▶ _Stored items_:
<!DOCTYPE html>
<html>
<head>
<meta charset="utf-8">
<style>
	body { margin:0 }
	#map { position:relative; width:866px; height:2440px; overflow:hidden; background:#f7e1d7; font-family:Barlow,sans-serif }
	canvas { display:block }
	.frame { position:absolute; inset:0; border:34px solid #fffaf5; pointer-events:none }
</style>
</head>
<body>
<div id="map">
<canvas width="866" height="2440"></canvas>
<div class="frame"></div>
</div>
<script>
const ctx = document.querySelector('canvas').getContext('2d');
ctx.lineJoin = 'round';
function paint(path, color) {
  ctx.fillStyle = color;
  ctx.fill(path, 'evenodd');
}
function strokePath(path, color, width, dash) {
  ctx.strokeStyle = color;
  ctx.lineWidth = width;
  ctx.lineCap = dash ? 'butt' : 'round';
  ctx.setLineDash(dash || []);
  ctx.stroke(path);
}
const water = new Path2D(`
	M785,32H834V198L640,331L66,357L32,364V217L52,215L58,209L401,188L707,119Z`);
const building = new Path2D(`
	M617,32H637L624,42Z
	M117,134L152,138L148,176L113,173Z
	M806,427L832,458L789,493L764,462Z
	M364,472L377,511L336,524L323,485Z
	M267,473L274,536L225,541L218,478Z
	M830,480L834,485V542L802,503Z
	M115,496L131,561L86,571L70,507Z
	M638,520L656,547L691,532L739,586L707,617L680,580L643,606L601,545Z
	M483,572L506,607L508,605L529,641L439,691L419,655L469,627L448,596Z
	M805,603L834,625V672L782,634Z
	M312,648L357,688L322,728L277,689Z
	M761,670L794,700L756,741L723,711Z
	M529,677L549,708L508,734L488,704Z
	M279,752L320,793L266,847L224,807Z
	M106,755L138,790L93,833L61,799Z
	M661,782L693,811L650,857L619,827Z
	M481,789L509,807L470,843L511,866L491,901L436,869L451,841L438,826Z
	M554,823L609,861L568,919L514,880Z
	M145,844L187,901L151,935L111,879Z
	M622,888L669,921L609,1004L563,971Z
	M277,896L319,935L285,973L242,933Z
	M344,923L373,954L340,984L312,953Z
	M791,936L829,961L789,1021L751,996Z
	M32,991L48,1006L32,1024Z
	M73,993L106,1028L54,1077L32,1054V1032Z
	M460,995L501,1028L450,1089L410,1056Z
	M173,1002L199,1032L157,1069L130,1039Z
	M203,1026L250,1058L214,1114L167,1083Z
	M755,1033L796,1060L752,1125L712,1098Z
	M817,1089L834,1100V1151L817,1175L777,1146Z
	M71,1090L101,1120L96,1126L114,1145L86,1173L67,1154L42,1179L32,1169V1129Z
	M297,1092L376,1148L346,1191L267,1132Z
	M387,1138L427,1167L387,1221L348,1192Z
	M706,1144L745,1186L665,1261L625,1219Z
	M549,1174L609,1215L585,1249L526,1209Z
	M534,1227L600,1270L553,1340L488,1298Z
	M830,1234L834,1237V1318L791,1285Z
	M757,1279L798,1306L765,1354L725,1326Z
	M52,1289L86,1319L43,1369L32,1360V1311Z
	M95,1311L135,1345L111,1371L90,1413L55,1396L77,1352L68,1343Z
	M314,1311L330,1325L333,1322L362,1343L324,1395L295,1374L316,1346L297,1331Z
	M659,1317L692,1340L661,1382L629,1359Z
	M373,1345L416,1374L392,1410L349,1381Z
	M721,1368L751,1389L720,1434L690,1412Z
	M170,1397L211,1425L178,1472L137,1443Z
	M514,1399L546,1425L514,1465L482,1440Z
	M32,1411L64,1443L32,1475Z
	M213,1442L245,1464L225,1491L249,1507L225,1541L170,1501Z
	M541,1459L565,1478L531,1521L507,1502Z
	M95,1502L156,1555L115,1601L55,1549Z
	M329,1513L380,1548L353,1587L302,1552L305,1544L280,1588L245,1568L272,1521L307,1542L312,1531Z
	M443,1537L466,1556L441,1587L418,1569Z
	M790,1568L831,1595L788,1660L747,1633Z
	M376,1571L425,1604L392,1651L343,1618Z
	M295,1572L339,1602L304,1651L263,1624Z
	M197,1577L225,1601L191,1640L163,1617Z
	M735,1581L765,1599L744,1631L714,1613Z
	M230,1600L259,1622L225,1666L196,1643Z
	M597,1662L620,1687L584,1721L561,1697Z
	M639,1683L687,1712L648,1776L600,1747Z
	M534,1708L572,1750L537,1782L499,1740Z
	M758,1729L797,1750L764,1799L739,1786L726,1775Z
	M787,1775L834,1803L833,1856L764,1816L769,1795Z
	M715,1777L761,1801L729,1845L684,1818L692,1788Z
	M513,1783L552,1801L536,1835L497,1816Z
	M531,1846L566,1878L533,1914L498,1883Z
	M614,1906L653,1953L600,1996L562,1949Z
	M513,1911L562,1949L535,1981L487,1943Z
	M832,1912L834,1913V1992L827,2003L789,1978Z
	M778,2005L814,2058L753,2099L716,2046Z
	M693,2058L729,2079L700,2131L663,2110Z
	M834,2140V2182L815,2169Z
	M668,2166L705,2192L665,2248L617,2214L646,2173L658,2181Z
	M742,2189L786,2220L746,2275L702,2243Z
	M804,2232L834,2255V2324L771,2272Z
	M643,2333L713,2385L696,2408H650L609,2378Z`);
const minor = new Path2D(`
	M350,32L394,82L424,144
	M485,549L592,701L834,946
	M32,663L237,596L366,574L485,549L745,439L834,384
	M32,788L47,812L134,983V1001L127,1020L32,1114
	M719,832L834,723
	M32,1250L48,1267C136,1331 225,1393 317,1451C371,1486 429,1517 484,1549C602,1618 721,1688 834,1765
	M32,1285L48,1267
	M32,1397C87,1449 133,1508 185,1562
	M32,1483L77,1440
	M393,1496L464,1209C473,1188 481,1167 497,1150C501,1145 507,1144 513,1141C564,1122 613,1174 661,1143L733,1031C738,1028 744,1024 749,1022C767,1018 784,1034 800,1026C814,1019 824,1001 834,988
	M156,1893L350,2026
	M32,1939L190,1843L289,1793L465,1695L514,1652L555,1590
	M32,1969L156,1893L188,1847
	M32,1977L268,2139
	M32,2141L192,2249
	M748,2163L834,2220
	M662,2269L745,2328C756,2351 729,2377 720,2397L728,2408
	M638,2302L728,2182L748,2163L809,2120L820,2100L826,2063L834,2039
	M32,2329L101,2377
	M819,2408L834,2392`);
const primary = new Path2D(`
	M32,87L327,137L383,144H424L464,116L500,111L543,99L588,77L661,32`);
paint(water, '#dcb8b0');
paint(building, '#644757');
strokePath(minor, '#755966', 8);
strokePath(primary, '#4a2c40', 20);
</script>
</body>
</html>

▶ _Problem description_:
Your answer should be the lines above that contain the word "color", copied out.

▶ _Solution_:
function paint(path, color) {
  ctx.fillStyle = color;
function strokePath(path, color, width, dash) {
  ctx.strokeStyle = color;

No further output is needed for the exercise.